What the Zacks Model Unveils
Our proven model does not conclusively predict an earnings beat for Intuitive Surgical this time around. The combination of a positive Earnings ESP and a Zacks Rank #1 (Strong Buy), 2 (Buy) or 3 (Hold) increases the chances of an earnings beat. This is not the case here, as you will see below.
Earnings ESP: Earnings ESP, which represents the difference between the Most Accurate Estimate and the Zacks Consensus Estimate, is +0.26%. You can uncover the best stocks to buy or sell before they are reported with our Earnings ESP Filter.
Zacks Rank: The company carries a Zacks Rank #4 (Sell) at present.
Stocks Worth a Look
Here are some medical stocks worth considering, as these have the right combination of elements to post an earnings beat this time around.

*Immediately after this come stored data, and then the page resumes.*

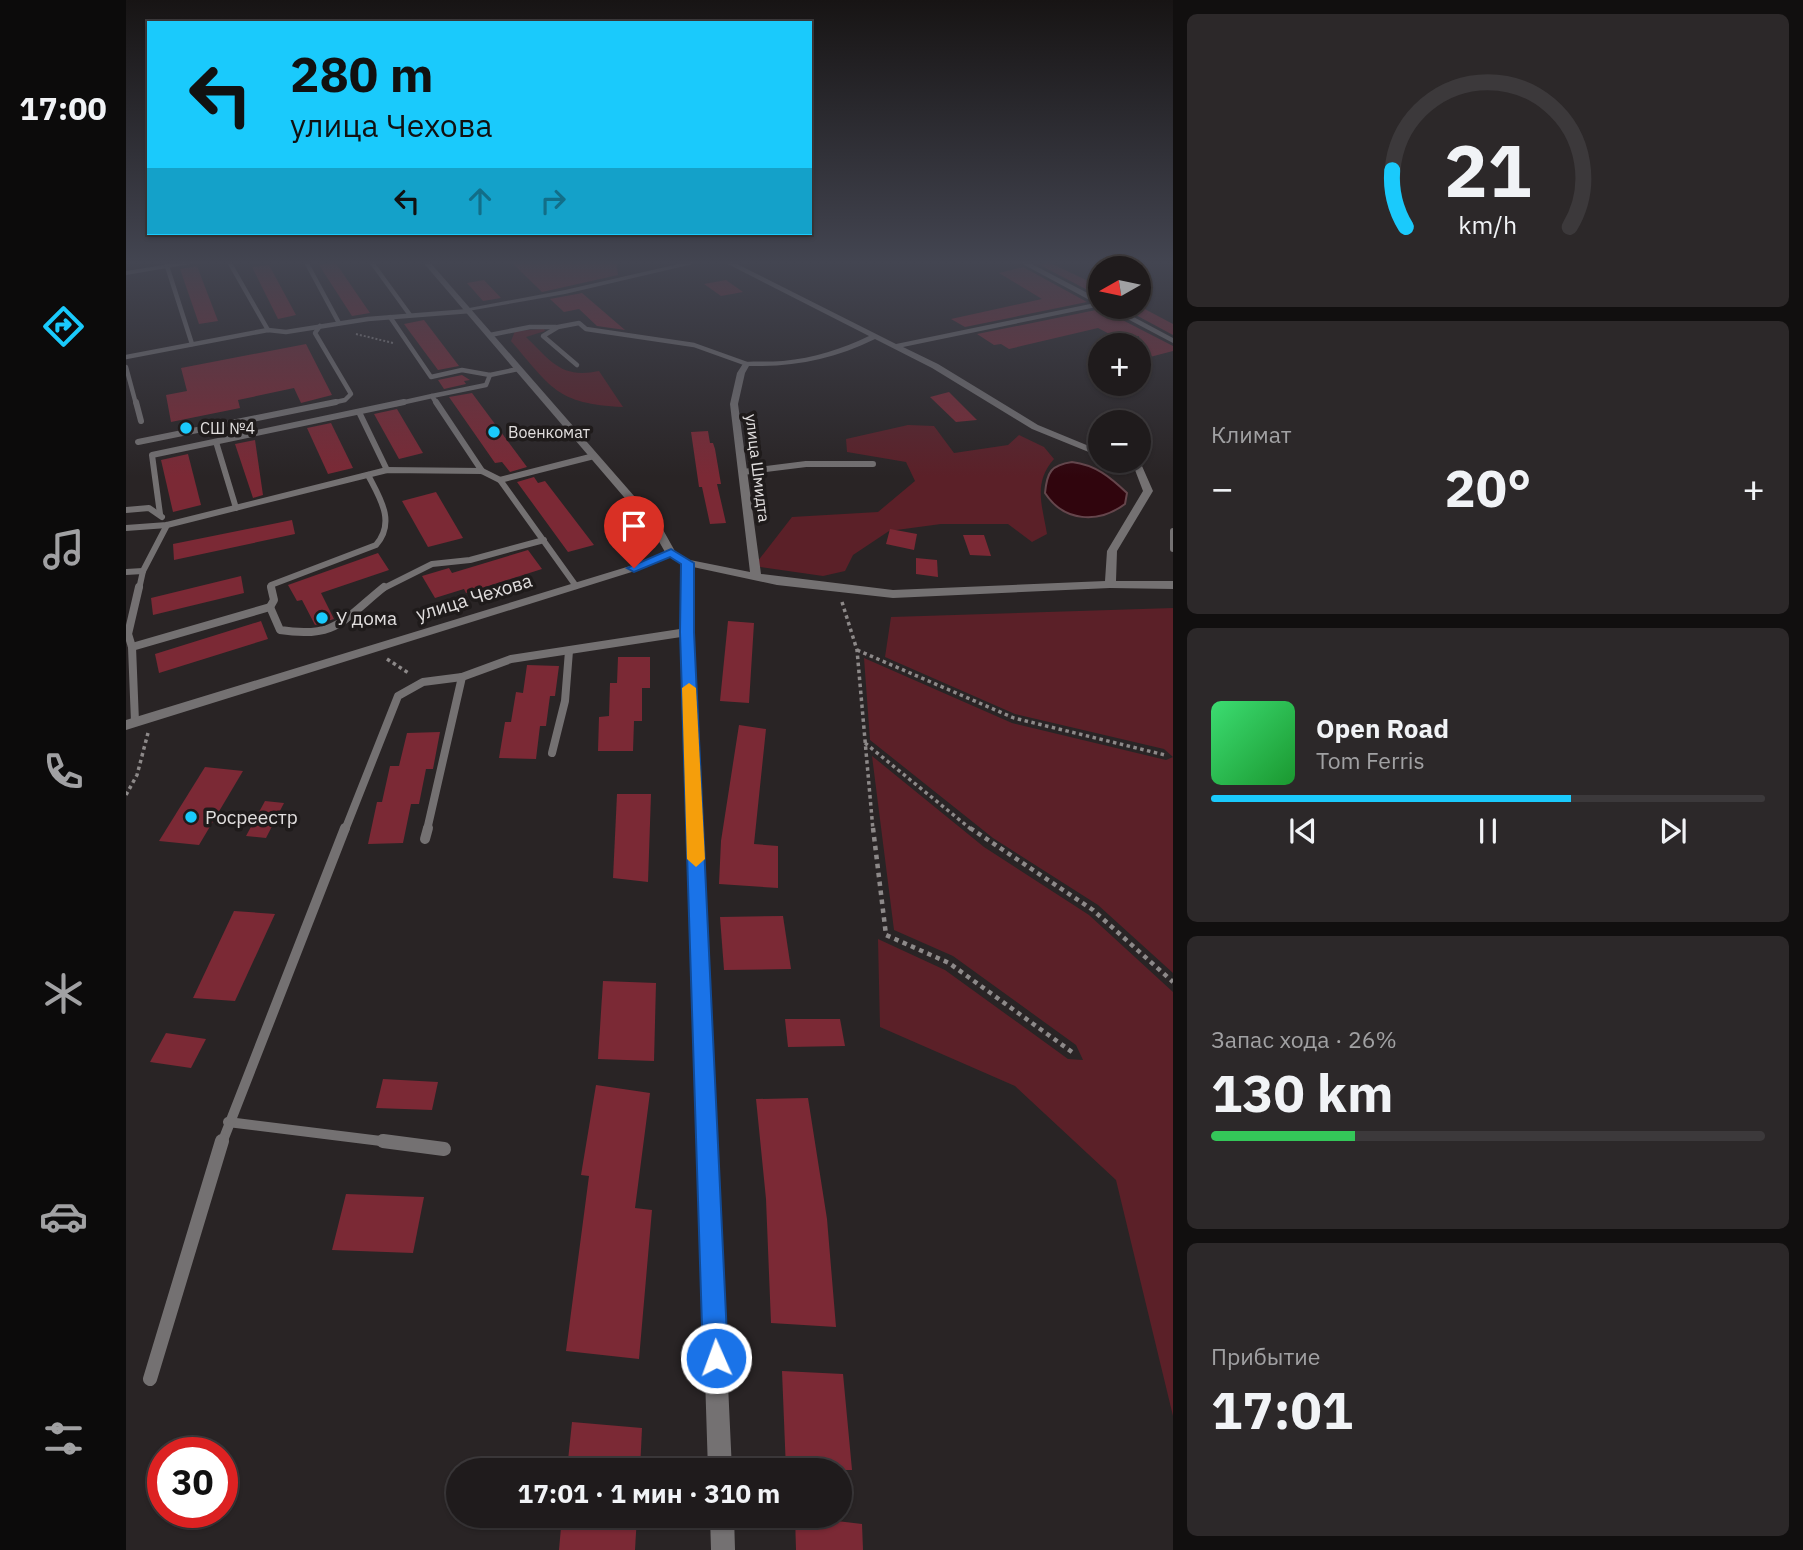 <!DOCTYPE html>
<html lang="ru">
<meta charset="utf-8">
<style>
:root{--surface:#1f1b1c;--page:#2c2829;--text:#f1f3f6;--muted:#a1a1a3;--line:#3c393b;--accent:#1acafc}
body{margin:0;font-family:"IBM Plex Sans",sans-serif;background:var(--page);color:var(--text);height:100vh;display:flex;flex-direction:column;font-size:26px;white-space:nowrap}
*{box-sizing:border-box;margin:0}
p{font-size:23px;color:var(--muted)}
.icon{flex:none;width:38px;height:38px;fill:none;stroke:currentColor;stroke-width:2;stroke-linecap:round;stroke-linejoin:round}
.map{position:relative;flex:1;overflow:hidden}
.drawer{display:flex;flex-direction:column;gap:14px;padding:14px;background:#110f0f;width:630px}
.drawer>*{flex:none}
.hud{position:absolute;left:21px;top:21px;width:665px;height:214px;border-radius:0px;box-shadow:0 2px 5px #0004,0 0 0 2px var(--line);background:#1acafc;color:#111;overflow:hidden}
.needle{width:46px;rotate:261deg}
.controls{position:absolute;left:962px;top:256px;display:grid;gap:14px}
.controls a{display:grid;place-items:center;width:63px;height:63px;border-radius:50%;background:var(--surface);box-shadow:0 2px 5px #0004,0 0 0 2px var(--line);font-size:35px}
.speed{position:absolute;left:21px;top:1437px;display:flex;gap:14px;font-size:35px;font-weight:700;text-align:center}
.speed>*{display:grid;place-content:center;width:91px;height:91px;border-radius:50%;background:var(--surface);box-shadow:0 2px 5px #0004,0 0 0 2px var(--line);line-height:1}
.speed .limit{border:10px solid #d22;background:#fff;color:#111}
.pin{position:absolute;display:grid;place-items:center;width:60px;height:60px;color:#fff;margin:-72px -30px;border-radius:50% 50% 50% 0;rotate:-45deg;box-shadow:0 0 7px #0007}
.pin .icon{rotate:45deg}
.me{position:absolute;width:77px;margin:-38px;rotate:358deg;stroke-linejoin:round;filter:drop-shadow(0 0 5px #0008)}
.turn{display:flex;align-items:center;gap:24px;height:147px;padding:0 28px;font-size:32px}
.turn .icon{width:91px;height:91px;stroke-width:2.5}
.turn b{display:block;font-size:49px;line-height:60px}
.lanes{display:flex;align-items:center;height:66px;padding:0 28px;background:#0003;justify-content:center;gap:35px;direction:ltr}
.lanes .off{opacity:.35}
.big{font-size:52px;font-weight:700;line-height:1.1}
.drawer .card{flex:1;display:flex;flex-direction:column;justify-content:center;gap:10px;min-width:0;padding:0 24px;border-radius:10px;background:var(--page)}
.drawer .dial{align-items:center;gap:0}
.dial svg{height:182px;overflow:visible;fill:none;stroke:var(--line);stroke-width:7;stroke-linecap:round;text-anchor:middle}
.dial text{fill:var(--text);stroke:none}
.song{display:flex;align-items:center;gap:21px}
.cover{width:84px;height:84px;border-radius:10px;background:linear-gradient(135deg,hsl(140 70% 55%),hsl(130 70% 35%))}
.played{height:7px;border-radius:4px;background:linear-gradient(90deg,var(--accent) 65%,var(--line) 65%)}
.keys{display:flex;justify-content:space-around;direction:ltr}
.heat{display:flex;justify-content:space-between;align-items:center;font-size:38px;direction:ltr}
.charge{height:10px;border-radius:5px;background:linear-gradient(90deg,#34c759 26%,var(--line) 0)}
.trip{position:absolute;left:320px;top:1458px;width:406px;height:70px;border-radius:35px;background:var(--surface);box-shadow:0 2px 5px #0004,0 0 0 2px var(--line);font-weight:700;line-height:70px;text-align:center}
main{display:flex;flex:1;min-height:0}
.tab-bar{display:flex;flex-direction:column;width:126px;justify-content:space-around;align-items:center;background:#0c0b0b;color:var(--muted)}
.tab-bar .icon{width:49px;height:49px}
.tab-bar .selected{color:var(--accent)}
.tab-bar b{font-size:32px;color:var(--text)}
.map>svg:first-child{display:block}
.green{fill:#5b2028}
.water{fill:#30050d;stroke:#65464c;stroke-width:2}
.building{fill:#7b2935}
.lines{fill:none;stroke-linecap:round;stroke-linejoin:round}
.path-far2{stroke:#8d8989;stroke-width:2;stroke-dasharray:2 2;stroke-linecap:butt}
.path-far1{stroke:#8d8989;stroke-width:3.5;stroke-dasharray:3.5 3.5;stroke-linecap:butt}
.path{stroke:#8d8989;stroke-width:4.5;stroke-dasharray:4.5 4.5;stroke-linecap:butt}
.service-far4{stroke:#747172;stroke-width:4.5}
.service-far3{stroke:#747172;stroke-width:6}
.service-far2{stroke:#747172;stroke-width:8}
.service-far1{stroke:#747172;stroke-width:10}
.service{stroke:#747172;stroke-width:14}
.minor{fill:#747172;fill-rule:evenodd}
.tertiary{fill:#747172;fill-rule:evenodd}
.route{fill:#1a73e8;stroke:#114b97;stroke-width:2}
.slow{fill:#f59e0b}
.poi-dot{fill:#1acafc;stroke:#1f1b1b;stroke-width:2.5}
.labels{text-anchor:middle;stroke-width:7;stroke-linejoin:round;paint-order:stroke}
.far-poi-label{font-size:16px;fill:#e1dede;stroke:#1f1b1b;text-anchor:start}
.far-street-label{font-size:16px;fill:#e1dede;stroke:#1f1b1b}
.street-label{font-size:19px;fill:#e1dede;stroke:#1f1b1b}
.poi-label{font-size:19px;fill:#e1dede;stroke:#1f1b1b;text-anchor:start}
</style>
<main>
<nav class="tab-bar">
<b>17:00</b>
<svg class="icon selected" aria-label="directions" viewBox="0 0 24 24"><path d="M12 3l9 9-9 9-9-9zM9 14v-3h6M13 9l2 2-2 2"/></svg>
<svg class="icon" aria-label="music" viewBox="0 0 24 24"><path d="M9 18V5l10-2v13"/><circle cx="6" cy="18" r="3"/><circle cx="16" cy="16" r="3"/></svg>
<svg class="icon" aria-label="phone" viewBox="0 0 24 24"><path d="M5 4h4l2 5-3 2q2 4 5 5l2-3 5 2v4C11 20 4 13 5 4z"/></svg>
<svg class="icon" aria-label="climate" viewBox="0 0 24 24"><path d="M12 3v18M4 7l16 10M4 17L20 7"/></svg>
<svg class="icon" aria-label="car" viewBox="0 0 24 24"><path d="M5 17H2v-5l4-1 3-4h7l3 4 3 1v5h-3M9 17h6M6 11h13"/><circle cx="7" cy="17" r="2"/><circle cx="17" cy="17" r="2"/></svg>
<svg class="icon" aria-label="filters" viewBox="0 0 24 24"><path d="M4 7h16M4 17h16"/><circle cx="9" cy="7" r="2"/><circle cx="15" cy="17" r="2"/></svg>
</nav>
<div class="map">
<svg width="1047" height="1550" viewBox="0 0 1047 1550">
<rect width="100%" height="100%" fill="#292425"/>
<g class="green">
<path d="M418,329L419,331L400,337C425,361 435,379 473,371L497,407C430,404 425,387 385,341L389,331Z"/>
<path d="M782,425L808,426L828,453L882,445L893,435L918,447L928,459C907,483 916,504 921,534L906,542L882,524H815L763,531L727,555L719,571L697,576L628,566L666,517L752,512L789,481L780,462L721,452L720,439Z"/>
<path d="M1047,608V757L1038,749L889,714L759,657L765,617Z"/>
<path d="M738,658L886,723L1040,760L1047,757V973L972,905L867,838L744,740Z"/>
<path d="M746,756L858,847L963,915L1047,992V1416L990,1180L889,1086L754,1027L752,939L819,970L942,1059L957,1060L950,1045L827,956L768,930Z"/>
</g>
<path class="water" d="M946,462C970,465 984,477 1001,493L999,504C972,524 938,522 919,493C921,472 925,465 946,462Z"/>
<g class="building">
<path d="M383,260H490L492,275L416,292Z"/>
<path d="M209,262L244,313L226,316L193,265Z"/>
<path d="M922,262L975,287V297L912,264Z"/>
<path d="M143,265L170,315L152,319L126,267Z"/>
<path d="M71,266L92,321L73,324L54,269Z"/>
<path d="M897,267L961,302L839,327L825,319L916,299L873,273Z"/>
<path d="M358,280L375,298L357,301L341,283Z"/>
<path d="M600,280L617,292L595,296L578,284Z"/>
<path d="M456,293L499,330L471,326L453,309L438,312L424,299Z"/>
<path d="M1013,306L1047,324V335L995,307Z"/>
<path d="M975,309L1047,346V351L1024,357L1013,352V336L995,340L972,328L883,349L875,344L868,345L851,334Z"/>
<path d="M298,320L333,366L312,370L278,324Z"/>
<path d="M180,344L206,395L175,403L168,388L112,400L114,408L45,422L40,395L61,391L55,368Z"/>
<path d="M336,375L344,380L338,381L340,384L318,389L312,380Z"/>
<path d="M823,392L851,420L830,422L804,397Z"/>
<path d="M346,393L401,467L384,472L376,462L369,463L323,397Z"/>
<path d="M271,409L297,453L273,459L248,414Z"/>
<path d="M205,423L227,468L202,474L181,428Z"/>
<path d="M582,431L584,443H587L589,449L595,484H591L600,523L584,524L576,487H573L565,432Z"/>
<path d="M129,440L137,495L127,498L109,444Z"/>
<path d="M62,454L75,505L47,512L35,460Z"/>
<path d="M408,477L412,483L419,481L468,545L442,552L391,482Z"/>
<path d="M310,492L337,538L302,547L276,501Z"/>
<path d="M166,520L169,534L48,560L47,544Z"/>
<path d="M764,529L791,534L788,550L760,544Z"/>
<path d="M837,535H858L865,556L844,555Z"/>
<path d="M402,550L416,569L340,593L338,589L309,598L296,576L323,568L326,573Z"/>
<path d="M252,553L263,570L195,593L208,619L189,625L176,600L171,601L162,585Z"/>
<path d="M790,558L811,560L812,577L790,574Z"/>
<path d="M115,576L118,593L27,615L25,598Z"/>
<path d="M135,621L142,639L33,673L29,654Z"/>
<path d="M602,621L628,623L623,703L594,701Z"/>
<path d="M492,657H524V688H516V721H508L507,751H472L473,717L483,716L484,683H491Z"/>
<path d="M401,665L433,666L429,696H424L420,726H414L410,759L373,758L379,722H385L390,692L397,693Z"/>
<path d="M613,725L640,729L628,844L652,846V888L593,884L595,841Z"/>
<path d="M314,732L307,769H300L293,804H285L277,843L242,844L251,802H256L264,766H273L281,733Z"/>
<path d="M79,767L117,771L73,845L33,841Z"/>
<path d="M491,794H525L522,882L487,878Z"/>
<path d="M139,801L158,803L140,838L120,836Z"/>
<path d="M108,911L149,914L109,1001L67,998Z"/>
<path d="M657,916L665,969L598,970L594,917Z"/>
<path d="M477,981L530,983L528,1061L472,1059Z"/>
<path d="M659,1019H714L719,1046L662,1047Z"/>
<path d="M40,1033L80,1039L65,1068L24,1062Z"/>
<path d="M257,1079L312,1082L306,1110L250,1108Z"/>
<path d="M470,1085L524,1093L509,1208L526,1210L513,1359L440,1351L463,1176L455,1175Z"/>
<path d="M682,1098L701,1219L710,1327L645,1323L640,1199L630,1099Z"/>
<path d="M220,1194L298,1197L287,1253L206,1250Z"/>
<path d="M656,1371L717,1374L726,1470H660Z"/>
<path d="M446,1422L516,1428L514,1470H441Z"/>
<path d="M436,1516H511L509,1550H433Z"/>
<path d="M669,1516L736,1524L737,1550H670Z"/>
</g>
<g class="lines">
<path class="path-far2" d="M230,334L267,343"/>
<g class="path-far1">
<path d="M716,602L731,650L747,830"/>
<path d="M731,650L888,718L1039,755"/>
<path d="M261,659L284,674"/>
<path d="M739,743L846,830"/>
<path d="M0,795L11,775L22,733"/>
</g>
<g class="path">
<path d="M747,828L760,935L823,963L946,1052"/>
<path d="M844,828L967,910L1047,982"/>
</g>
<g class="service-far4">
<path d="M102,260L142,330"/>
<path d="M179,260L213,323"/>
<path d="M244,260L284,315"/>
<path d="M1044,260L1047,263"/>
<path d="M41,266L66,344"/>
<path d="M264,317L305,377L336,370L364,375L392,369"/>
<path d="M194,326L189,333L225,394L219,400L201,404"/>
<path d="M364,335L404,327H430"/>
<path d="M0,357L142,330L160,332L242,319L344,311"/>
<path d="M451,365L417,336L432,327L453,323L460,329L568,345L621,364"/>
<path d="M0,367L10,404"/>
<path d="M270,404L306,396"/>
<path d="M311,404L306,396L360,385L364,375"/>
</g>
<g class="service-far3">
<path d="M10,402L15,421"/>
<path d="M310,402L356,471"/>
<path d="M233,412L261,470"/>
<path d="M12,442L210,402"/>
<path d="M90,442L110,508"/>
<path d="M617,472L680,464H747"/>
<path d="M374,480L468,456"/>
<path d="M0,510L23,508L36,517"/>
<path d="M34,514L26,455L278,402"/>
<path d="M0,528L41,525L261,470L356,471L374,480L450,586"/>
<path d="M1047,531V549"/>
<path d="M0,572L17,571"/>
<path d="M13,589L17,571L41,525"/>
<path d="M146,589L145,585L250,545C270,522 254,498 242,475"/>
<path d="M256,589L306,564L344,560L418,540"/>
</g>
<g class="service-far2">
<path d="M144,607L148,600L145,587"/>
<path d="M6,647L144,607L154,630C210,639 217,620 258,587"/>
<path d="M9,722L6,647L2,634L13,587"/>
<path d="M426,753L439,701L443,651"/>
<path d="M219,830L272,696L297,682L336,677L385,659L561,632"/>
<path d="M301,830L336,677"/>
</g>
<g class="service-far1">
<path d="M299,839L302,828"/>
<path d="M102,1122L271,1143"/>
<path d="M96,1143L219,828"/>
</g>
<g class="service">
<path d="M257,1141L318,1149"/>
<path d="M24,1379L96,1141"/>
</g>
<g class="minor">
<path d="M69,260H88L0,275V271Z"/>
<path d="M570,260H584L439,294L342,311L338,309L439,290Z"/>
<path d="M594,260H603L770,344L969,303L889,260H898L975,300V306L777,347L812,364L912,425L975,451V457L906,429L806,368L749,339C709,359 668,367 623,366L619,373L612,404L635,574L767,590L979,581L981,551L1017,491L1009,470L987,460H1001L1016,466L1027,491L991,551L990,581H1047V589L984,588L767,598L651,585L567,567V632L606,1470H582L555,632V564L540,553L545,550L564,560L624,572L604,404L611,373L618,362C631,361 644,362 657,361C688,358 716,349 743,336Z"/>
<path d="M977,306H987L1047,338V343Z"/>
<path d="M584,1516H608L609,1550H585Z"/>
</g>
<path class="tertiary" d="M295,260H302L536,528L550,553L512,570L0,730V720L504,566L539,552L527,531Z"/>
</g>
<linearGradient id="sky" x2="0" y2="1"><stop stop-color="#171414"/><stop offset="0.55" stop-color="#434551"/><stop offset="1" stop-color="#434551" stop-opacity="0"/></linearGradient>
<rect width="1047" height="477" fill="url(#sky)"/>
<path class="route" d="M545,549L568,563V632L602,1358L599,1367L590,1371L581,1367L577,1358L554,632L555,564L544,557L508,572L501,568Z"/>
<path class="slow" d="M563,683L570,688L579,859L570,867L561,859L556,688Z"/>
<g class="poi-dot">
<circle cx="60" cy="428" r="7"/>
<circle cx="368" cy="432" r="7"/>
<circle cx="196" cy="618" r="7"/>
<circle cx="65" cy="817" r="7"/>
</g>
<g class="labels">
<g class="far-poi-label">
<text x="74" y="434">СШ №4</text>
<text x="382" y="438">Военкомат</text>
</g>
<g class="far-street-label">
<text transform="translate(632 468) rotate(83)" y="6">улица Шмидта</text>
</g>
<g class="street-label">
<text transform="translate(348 597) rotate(-17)" y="7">улица Чехова</text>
</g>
<g class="poi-label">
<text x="210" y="625">У дома</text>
<text x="79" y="824">Росреестр</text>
</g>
</g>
</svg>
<div class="controls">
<a><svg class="needle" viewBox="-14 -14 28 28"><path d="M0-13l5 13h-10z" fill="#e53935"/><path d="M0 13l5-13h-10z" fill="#a1a1a3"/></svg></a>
<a>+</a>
<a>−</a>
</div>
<div class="speed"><div class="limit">30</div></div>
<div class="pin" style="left:508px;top:568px;background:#d93025"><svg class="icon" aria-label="arrive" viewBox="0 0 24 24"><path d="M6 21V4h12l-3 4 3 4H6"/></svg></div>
<svg class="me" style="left:590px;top:1358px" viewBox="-20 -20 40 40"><circle r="17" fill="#1a73e8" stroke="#fff" stroke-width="3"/><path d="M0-11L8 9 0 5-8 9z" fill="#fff"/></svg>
<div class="trip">17:01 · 1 мин · 310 m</div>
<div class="hud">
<div class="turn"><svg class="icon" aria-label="left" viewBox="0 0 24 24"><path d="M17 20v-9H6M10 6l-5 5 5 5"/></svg><div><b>280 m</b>улица Чехова</div></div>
<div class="lanes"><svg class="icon" aria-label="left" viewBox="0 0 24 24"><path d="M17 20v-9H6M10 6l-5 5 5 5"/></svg><svg class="icon off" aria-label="ahead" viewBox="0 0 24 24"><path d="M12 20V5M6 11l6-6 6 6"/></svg><svg class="icon off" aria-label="right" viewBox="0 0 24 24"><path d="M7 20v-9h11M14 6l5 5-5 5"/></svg></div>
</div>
</div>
<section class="drawer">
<div class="card dial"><svg viewBox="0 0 100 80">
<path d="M14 69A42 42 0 1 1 86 69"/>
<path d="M14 69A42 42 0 0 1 8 44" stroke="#1acafc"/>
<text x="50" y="56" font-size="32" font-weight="700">21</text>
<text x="50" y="72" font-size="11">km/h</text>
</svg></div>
<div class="card"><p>Климат</p>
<div class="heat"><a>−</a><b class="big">20°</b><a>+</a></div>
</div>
<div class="card">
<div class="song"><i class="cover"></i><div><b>Open Road</b><p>Tom Ferris</p></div></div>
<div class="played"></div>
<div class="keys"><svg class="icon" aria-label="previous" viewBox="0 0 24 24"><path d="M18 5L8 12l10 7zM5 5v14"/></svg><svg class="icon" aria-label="pause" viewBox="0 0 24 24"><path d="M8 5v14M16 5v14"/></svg><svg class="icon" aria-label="next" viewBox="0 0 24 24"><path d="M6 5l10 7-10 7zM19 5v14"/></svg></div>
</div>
<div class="card"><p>Запас хода · 26%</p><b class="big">130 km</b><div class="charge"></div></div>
<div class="card"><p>Прибытие</p><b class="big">17:01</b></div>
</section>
</main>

Globus Medical (GMED - Free Report) has an Earnings ESP of +1.02% and a Zacks Rank #3 at present. The company is set to release third-quarter 2025 results on Nov. 6.
GMED’s earnings surpassed estimates in three of the trailing four quarters and missed once, with the average surprise being 10.82%. According to the Zacks Consensus Estimate, GMED’s third-quarter EPS is expected to decline 6% from the year-ago reported figure.
Edwards Lifesciences (EW - Free Report) has an Earnings ESP of +0.47% and a Zacks Rank #3 at present. The company is set to release third-quarter fiscal 2025 results on Oct. 30.
EW’s earnings surpassed estimates in three of the trailing four quarters and met once, with the average surprise being 5.5%. According to the Zacks Consensus Estimate, EW’s third-quarter EPS is expected to decline 11.9% from the year-ago reported figure.
McKesson (MCK - Free Report) has an Earnings ESP of +0.78% and a Zacks Rank of 3 at present. The company is slated to release second-quarter fiscal 2026 results on Nov. 5.
MCK’s earnings surpassed estimates in three of the trailing four quarters and missed once, the average surprise being 1.50. According to the Zacks Consensus Estimate, MCK’s fiscal second-quarter EPS is expected to gain 26.2% from the year-ago reported figure.